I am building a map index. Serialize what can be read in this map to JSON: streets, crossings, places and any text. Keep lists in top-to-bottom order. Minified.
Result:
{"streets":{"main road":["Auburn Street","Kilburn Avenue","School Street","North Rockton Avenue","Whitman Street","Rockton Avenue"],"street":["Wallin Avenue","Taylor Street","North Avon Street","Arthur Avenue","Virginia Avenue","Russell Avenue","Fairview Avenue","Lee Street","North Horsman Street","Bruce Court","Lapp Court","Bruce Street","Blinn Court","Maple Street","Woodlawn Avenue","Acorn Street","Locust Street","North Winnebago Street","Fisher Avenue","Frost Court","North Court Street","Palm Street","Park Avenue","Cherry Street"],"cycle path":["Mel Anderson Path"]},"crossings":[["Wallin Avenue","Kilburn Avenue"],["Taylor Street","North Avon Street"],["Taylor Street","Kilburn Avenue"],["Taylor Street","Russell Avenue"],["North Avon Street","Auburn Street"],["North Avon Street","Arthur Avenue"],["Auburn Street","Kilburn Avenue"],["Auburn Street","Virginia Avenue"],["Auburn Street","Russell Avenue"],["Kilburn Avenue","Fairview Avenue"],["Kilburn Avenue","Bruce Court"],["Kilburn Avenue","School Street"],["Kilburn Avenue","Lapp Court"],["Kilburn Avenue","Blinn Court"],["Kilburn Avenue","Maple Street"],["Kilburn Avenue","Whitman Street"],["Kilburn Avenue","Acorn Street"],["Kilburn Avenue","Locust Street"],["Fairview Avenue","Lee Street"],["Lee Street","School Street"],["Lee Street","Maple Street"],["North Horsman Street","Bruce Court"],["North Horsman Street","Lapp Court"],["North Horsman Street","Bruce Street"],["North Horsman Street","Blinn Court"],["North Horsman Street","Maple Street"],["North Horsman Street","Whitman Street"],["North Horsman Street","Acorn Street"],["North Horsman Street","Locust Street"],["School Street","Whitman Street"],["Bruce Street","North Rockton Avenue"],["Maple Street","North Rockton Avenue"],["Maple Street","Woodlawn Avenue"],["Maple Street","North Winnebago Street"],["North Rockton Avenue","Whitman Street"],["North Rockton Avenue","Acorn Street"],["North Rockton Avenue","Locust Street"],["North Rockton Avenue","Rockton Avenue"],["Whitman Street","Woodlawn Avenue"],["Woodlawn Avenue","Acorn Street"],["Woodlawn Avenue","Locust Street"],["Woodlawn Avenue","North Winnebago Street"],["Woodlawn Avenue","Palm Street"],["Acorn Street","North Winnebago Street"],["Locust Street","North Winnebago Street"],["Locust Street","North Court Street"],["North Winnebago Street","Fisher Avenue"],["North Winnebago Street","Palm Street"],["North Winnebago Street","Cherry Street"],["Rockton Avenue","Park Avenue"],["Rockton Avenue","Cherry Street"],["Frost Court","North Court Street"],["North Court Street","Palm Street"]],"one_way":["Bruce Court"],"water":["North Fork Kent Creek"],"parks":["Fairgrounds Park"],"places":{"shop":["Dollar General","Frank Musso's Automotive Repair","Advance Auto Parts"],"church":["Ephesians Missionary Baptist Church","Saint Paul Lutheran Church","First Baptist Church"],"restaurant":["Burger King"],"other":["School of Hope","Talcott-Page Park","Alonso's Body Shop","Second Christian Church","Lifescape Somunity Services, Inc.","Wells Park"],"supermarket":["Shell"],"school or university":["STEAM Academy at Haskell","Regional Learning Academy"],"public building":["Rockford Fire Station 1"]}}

» What the task requires: What you return must match the data word for word.

» Problem solution:
I am building a map index. Serialize what can be read in this map to JSON: streets, crossings, places and any text. Keep lists in top-to-bottom order. Minified.
Result:
{"streets":{"main road":["Auburn Street","Kilburn Avenue","School Street","North Rockton Avenue","Whitman Street","Rockton Avenue"],"street":["Wallin Avenue","Taylor Street","North Avon Street","Arthur Avenue","Virginia Avenue","Russell Avenue","Fairview Avenue","Lee Street","North Horsman Street","Bruce Court","Lapp Court","Bruce Street","Blinn Court","Maple Street","Woodlawn Avenue","Acorn Street","Locust Street","North Winnebago Street","Fisher Avenue","Frost Court","North Court Street","Palm Street","Park Avenue","Cherry Street"],"cycle path":["Mel Anderson Path"]},"crossings":[["Wallin Avenue","Kilburn Avenue"],["Taylor Street","North Avon Street"],["Taylor Street","Kilburn Avenue"],["Taylor Street","Russell Avenue"],["North Avon Street","Auburn Street"],["North Avon Street","Arthur Avenue"],["Auburn Street","Kilburn Avenue"],["Auburn Street","Virginia Avenue"],["Auburn Street","Russell Avenue"],["Kilburn Avenue","Fairview Avenue"],["Kilburn Avenue","Bruce Court"],["Kilburn Avenue","School Street"],["Kilburn Avenue","Lapp Court"],["Kilburn Avenue","Blinn Court"],["Kilburn Avenue","Maple Street"],["Kilburn Avenue","Whitman Street"],["Kilburn Avenue","Acorn Street"],["Kilburn Avenue","Locust Street"],["Fairview Avenue","Lee Street"],["Lee Street","School Street"],["Lee Street","Maple Street"],["North Horsman Street","Bruce Court"],["North Horsman Street","Lapp Court"],["North Horsman Street","Bruce Street"],["North Horsman Street","Blinn Court"],["North Horsman Street","Maple Street"],["North Horsman Street","Whitman Street"],["North Horsman Street","Acorn Street"],["North Horsman Street","Locust Street"],["School Street","Whitman Street"],["Bruce Street","North Rockton Avenue"],["Maple Street","North Rockton Avenue"],["Maple Street","Woodlawn Avenue"],["Maple Street","North Winnebago Street"],["North Rockton Avenue","Whitman Street"],["North Rockton Avenue","Acorn Street"],["North Rockton Avenue","Locust Street"],["North Rockton Avenue","Rockton Avenue"],["Whitman Street","Woodlawn Avenue"],["Woodlawn Avenue","Acorn Street"],["Woodlawn Avenue","Locust Street"],["Woodlawn Avenue","North Winnebago Street"],["Woodlawn Avenue","Palm Street"],["Acorn Street","North Winnebago Street"],["Locust Street","North Winnebago Street"],["Locust Street","North Court Street"],["North Winnebago Street","Fisher Avenue"],["North Winnebago Street","Palm Street"],["North Winnebago Street","Cherry Street"],["Rockton Avenue","Park Avenue"],["Rockton Avenue","Cherry Street"],["Frost Court","North Court Street"],["North Court Street","Palm Street"]],"one_way":["Bruce Court"],"water":["North Fork Kent Creek"],"parks":["Fairgrounds Park"],"places":{"shop":["Dollar General","Frank Musso's Automotive Repair","Advance Auto Parts"],"church":["Ephesians Missionary Baptist Church","Saint Paul Lutheran Church","First Baptist Church"],"restaurant":["Burger King"],"other":["School of Hope","Talcott-Page Park","Alonso's Body Shop","Second Christian Church","Lifescape Somunity Services, Inc.","Wells Park"],"supermarket":["Shell"],"school or university":["STEAM Academy at Haskell","Regional Learning Academy"],"public building":["Rockford Fire Station 1"]}}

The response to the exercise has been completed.